600 – Pope Gregory the Great decreed that saying “God bless You” is the correct response to a sneeze.
1659 – The first known check was written (£400). It is now on display at Westminster Abbey.
1741 – Benjamin Franklin’s began publishing his General Magazine.
1804 – First Barbary War: Stephen Decatur led a raid to burn the pirate-held frigate USS Philadelphia.
1838 – Kentucky passed a law which permitted women to attend school under certain conditions.
1852 – The Studebaker Brothers wagon company was established. It was the precursor of the automobile manufacturer.
1859 – The French Government passed a law which set the A-note above middle C to a frequency of 435 Hz, in an attempt to standardize the pitch.

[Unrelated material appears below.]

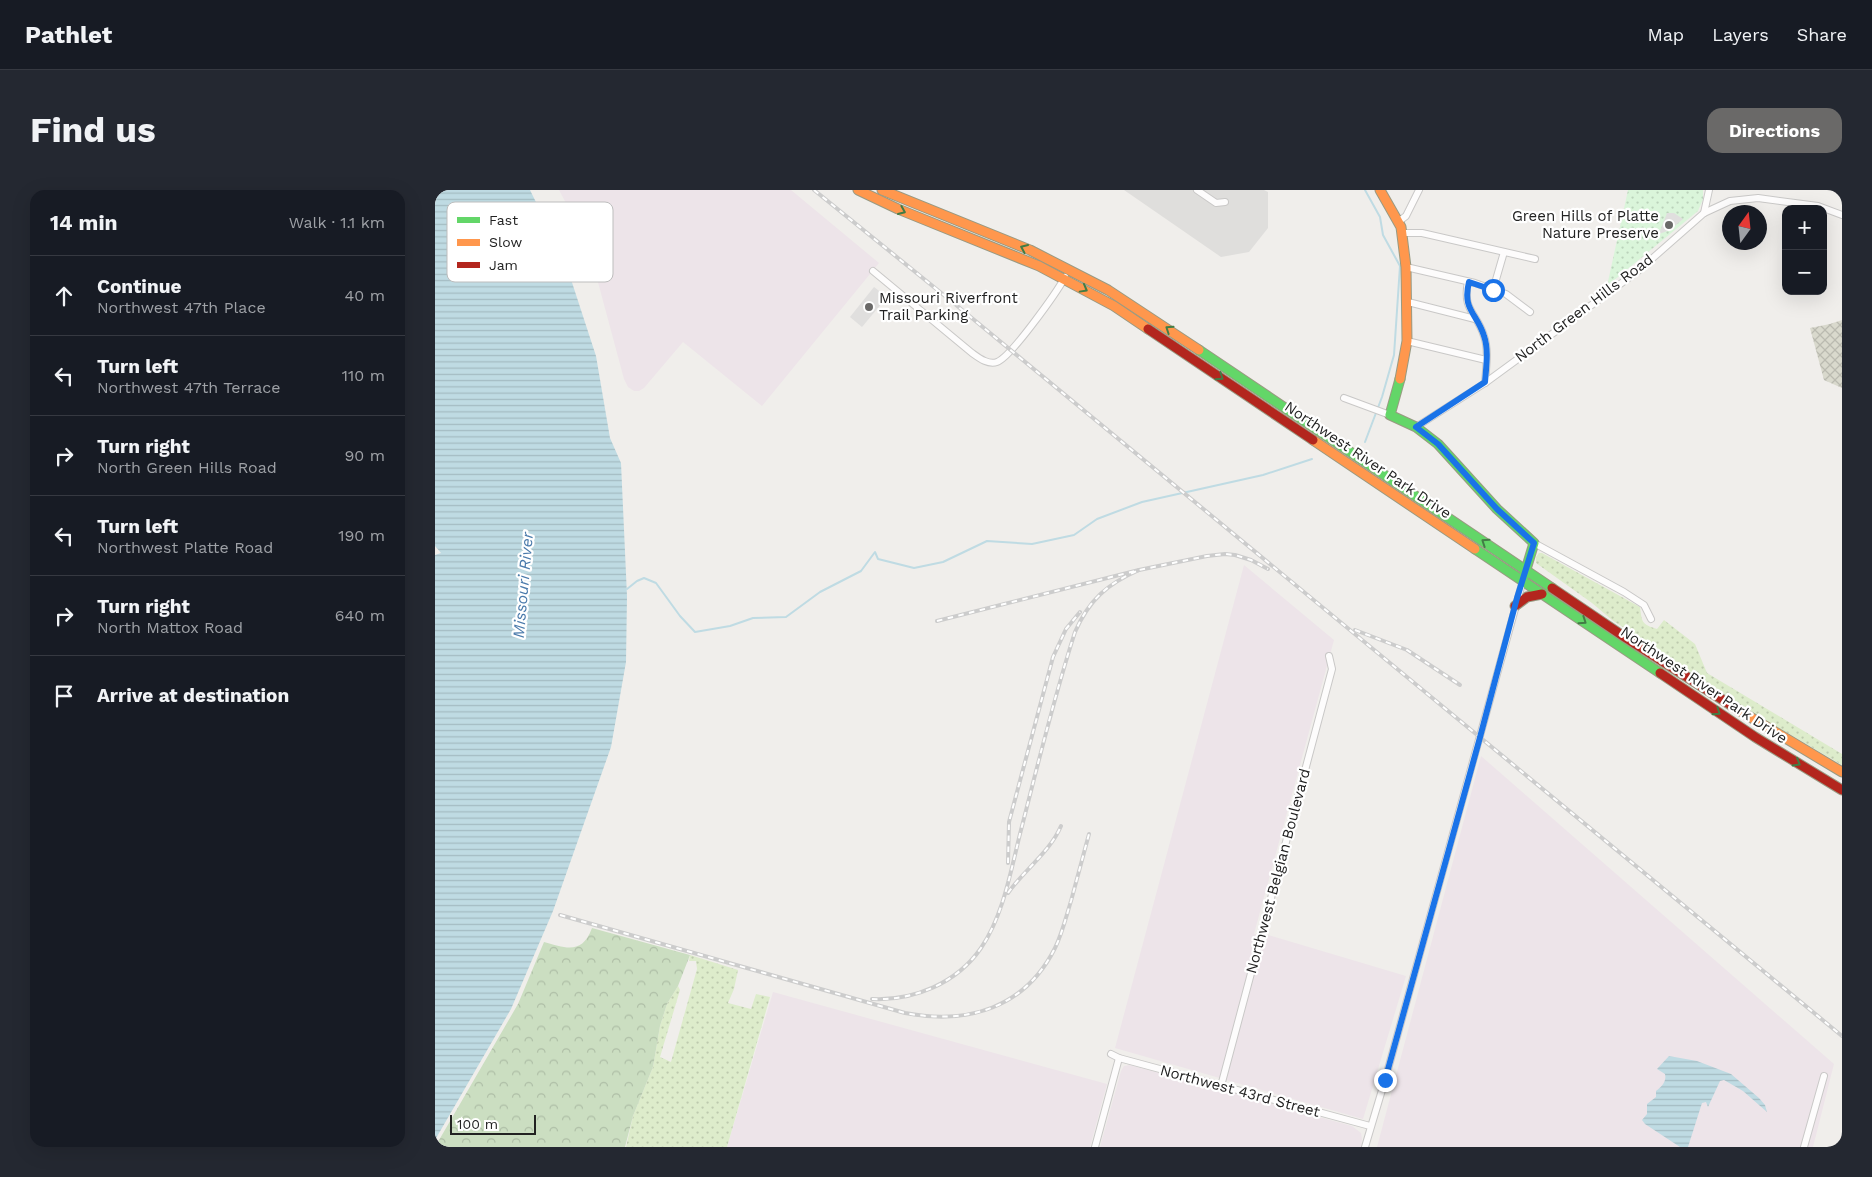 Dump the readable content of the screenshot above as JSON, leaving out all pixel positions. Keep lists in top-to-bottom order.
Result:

1861 – Abraham Lincoln stopped his train at Westfield on his way to Washington to thank 11-year old Grace Bedell in person for her advice to grow a beard to gain more votes.

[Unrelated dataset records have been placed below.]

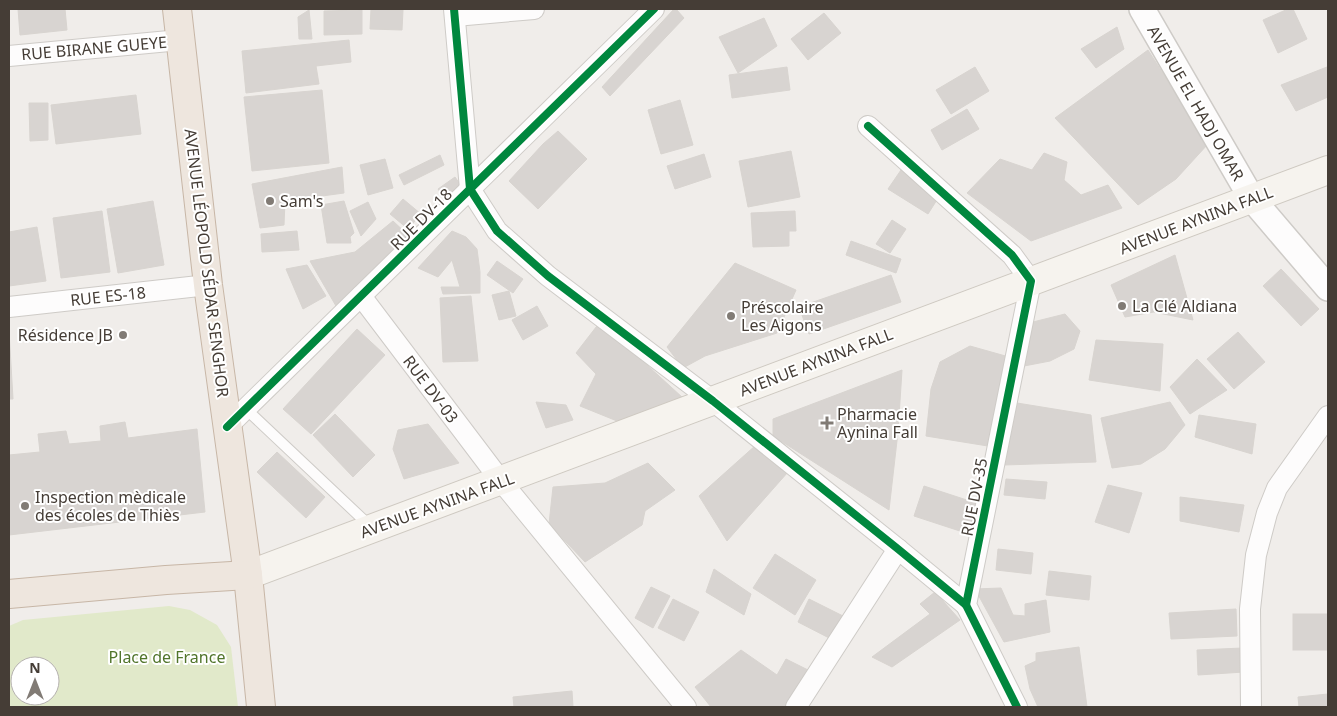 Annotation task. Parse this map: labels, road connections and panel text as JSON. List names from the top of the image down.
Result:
{
  "streets": {
    "highway": ["AVENUE LÉOPOLD SÉDAR SENGHOR"],
    "main road": ["AVENUE AYNINA FALL"],
    "street": [
      "RUE BIRANE GUEYE",
      "AVENUE EL HADJ OMAR",
      "RUE DV-18",
      "RUE ES-18",
      "RUE DV-03",
      "RUE DV-35"
    ]
  },
  "crossings": [
    ["RUE BIRANE GUEYE", "AVENUE LÉOPOLD SÉDAR SENGHOR"],
    ["AVENUE EL HADJ OMAR", "AVENUE AYNINA FALL"],
    ["RUE DV-18", "AVENUE LÉOPOLD SÉDAR SENGHOR"],
    ["RUE DV-18", "RUE DV-03"],
    ["AVENUE AYNINA FALL", "AVENUE LÉOPOLD SÉDAR SENGHOR"],
    ["AVENUE AYNINA FALL", "RUE DV-03"],
    ["AVENUE AYNINA FALL", "RUE DV-35"],
    ["AVENUE LÉOPOLD SÉDAR SENGHOR", "RUE ES-18"]
  ],
  "parks": ["Place de France"],
  "places": {
    "other": [
      "Sam's",
      "La Clé Aldiana",
      "Préscolaire Les Aigons",
      "Résidence JB",
      "Inspection mèdicale des écoles de Thiès"
    ],
    "health": ["Pharmacie Aynina Fall"]
  },
  "north": "top"
}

1883 – The “Ladies Home Journal” began publishing.
1914 – The first airplane flight from Los Angeles to San Francisco.
1923 – Howard Carter unsealed the burial chamber of Pharaoh Tutankhamun.

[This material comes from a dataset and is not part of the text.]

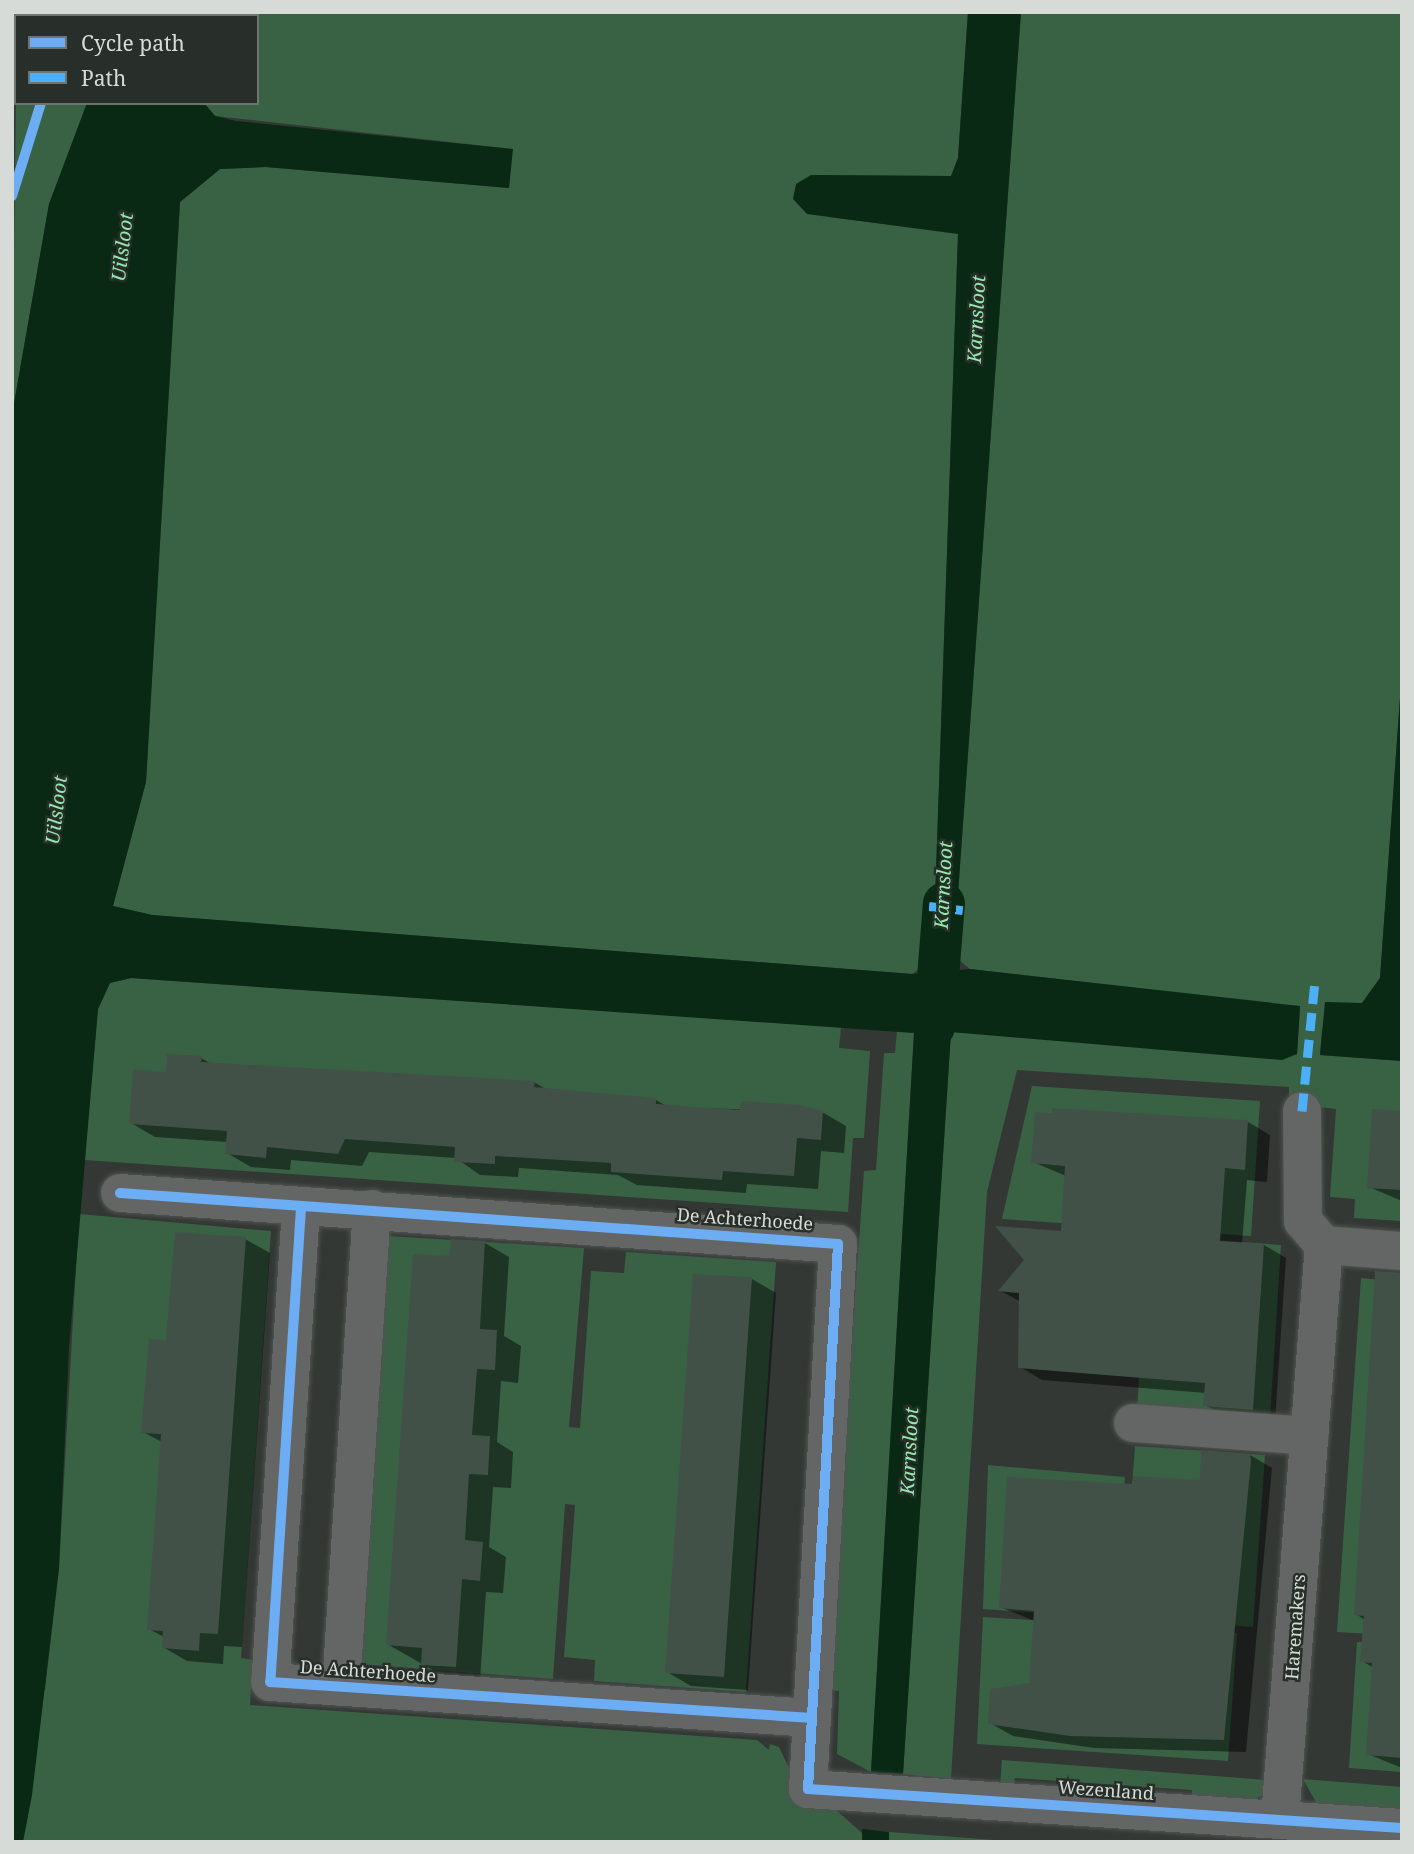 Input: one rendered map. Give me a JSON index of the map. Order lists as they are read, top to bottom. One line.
{"streets":{"street":["De Achterhoede","Haremakers","Wezenland"]},"crossings":[["De Achterhoede","Wezenland"],["Haremakers","Wezenland"]],"water":["Uilsloot","Karnsloot"],"legend":["Cycle path","Path"]}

1932 – The first patent for a tree was issued to James Markham for a peach tree.
1937 – Wallace H. Carothers received a United States patent for nylon.
1938 – “Bringing Up Baby”, a film directed by Howard Hawks, starring Katharine Hepburn and Cary Grant, was released.
1945 – The Alaska Equal Rights Act of 1945, the first anti-discrimination law in the United States, was signed into law.
1950 – The game show “What’s My Line” debuted on CBS.
1959 – Fidel Castro became Premier of Cuba after dictator Fulgencio Batista was overthrown on January 1.
1960 – The U.S. Navy submarine USS Triton began Operation Sandblast and set sail from New London, Connecticut in what was the first submerged circumnavigation of the globe.
1964 – The Beatles’ 2nd appearance on “The Ed Sullivan Show”, from Deauville Hotel in Miami, Florida.
1968 – In Haleyville, Alabama, the first 9-1-1 emergency telephone system went into service.
1968 – Elvis Presley received a gold record for “How Great Thou Art”.
1968 – Beatles George Harrison, John Lennon and their wives fly to India for transcendental meditation study with the Maharishi Mahesh Yogi.
1996 – A Chicago-bound Amtrak train, the Capitol Limited, collided with a MARC commuter train bound for Washington, D.C., and killed 11 people.
1999 – O.J. Simpson’s 1968 Heisman Trophy was sold for $230,000 to help settle a $33.5 million civil judgement against Simpson for the deaths of his ex-wife and her friend.
2006 – The last Mobile army surgical hospital (MASH) was decommissioned by the United States Army.